I’m Andrew Walker, a member of the Office of the Vice President for Global Engagement, and in this episode of the Global Georgetown Podcast, we’ll talk with Professor Schneider, Professor Derek Goldman, and other members of The Laboratory for Global Performance and Politics about their mission to humanize global politics.
Derek Goldman is a professor in the Department of Performing Arts and co-director of The Lab. He is an award-winning stage director, playwright, producer, and scholar whose work has been performed Off-Broadway and at major regional theaters around the country and the world. So what got him interested in combining performance and politics at Georgetown?
Derek Goldman: I had the privilege of being the artistic director of the Davis Performing Arts Center over a period of about 10 years, and was just so struck from when I first arrived at Georgetown that there was a really singular type of student here. Every year, there was a group of students already really working at this intersection of what we might broadly call theater and politics, art and international relations. We’re interested in not only how to do the work well artistically, but what the work does in and for the world, how the work is understood in the world.

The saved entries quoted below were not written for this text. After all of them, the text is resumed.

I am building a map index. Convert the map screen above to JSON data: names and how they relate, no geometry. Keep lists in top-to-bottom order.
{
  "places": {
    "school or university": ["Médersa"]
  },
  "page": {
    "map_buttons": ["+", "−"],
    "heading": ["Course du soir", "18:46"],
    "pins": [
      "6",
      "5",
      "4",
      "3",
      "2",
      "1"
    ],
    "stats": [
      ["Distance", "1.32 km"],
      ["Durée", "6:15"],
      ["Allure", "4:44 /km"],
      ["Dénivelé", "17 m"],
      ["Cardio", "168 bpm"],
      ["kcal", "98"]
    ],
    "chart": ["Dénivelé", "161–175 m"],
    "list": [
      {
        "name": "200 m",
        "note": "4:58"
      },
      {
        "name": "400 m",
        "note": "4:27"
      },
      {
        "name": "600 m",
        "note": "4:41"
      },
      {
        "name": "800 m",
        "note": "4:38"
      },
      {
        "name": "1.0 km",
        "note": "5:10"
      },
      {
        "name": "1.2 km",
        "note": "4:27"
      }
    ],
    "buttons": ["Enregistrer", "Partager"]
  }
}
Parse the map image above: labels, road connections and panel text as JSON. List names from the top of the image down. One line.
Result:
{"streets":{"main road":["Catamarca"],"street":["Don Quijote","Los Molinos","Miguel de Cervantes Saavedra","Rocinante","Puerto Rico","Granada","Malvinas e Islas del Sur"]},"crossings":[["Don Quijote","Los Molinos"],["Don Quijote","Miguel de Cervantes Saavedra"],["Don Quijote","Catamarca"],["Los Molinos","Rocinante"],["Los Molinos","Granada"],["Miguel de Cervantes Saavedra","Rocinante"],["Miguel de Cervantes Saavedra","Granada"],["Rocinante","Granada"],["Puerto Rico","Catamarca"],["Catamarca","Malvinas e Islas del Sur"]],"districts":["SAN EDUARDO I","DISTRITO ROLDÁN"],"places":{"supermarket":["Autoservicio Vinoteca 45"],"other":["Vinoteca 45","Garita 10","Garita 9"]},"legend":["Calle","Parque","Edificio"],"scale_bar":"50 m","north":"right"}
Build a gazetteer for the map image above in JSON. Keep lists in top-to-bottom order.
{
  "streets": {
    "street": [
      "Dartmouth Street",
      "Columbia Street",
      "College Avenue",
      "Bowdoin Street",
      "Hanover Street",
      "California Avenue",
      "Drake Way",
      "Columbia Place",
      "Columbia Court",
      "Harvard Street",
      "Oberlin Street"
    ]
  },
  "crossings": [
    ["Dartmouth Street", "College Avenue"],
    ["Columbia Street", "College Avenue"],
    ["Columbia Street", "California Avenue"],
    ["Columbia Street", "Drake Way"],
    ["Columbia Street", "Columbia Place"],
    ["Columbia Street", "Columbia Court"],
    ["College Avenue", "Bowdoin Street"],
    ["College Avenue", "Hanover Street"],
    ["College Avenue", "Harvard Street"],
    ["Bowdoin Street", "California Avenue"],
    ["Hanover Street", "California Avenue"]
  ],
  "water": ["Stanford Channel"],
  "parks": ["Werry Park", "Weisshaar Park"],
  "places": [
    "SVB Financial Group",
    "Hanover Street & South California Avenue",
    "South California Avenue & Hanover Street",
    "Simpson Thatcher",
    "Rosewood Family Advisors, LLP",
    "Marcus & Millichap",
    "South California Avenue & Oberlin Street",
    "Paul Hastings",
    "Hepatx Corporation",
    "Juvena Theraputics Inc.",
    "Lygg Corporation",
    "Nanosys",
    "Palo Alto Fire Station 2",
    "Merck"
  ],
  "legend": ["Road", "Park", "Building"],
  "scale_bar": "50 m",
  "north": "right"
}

Host: Schneider and Goldman both encouraged students to explore this intersection of theater and politics, and unintentionally at first, often found that their work overlapped.
Schneider: Well, I was teaching courses in diplomacy and culture, and they always involved asking students to attend performances at Georgetown and in Washington, D.C. as a way for them to understand how performance that engages foreign policy issues could really shake them out of a kind of policy framework into looking at things in a different way and give them incredible access to what people in those places, in those situations were thinking. I found myself assigning them to go see performances that Derek was bringing to Georgetown and I didn't know him yet. I didn't even know it was him who was doing it. I kept saying, "Oh, my gosh, the Belarus Free Theater is here, you have to go see that." So I became aware of what he was doing that way, and I think colleagues, various people said, "You two have to meet each other." So we did.
Goldman: It was really the kind of momentum and energy of student interest and passion that helped to create the trajectory that would eventually lead us to kind of take stock of things and say, this is more than just a set of projects and initiatives, but that there's something larger here going on.
Host: Driven by this sense of unique student passion, Schneider and Goldman hosted a three-day convening of thought leaders from the arts and politics in 2012. Out of this conference came the name and mission of The Lab, as well as excitement about Georgetown’s unique ability to take on this work.
Schneider: There was a real sense that it would be fantastic if this happened at Georgetown, because of the multidisciplinary nature of what we were trying to do, because of Georgetown's strength in international affairs, and because of Georgetown's sort of core values and sense of doing something good in the world. Then of course, being in Washington, D.C., that you have the decision makers and the policy makers here, their sense that this could really have an impact.
Host: Since its first convening in 2012, The Lab has worked with Georgetown students, faculty, and alumni to advance its mission to humanize global politics through the power of performance—on campus, in D.C., and globally.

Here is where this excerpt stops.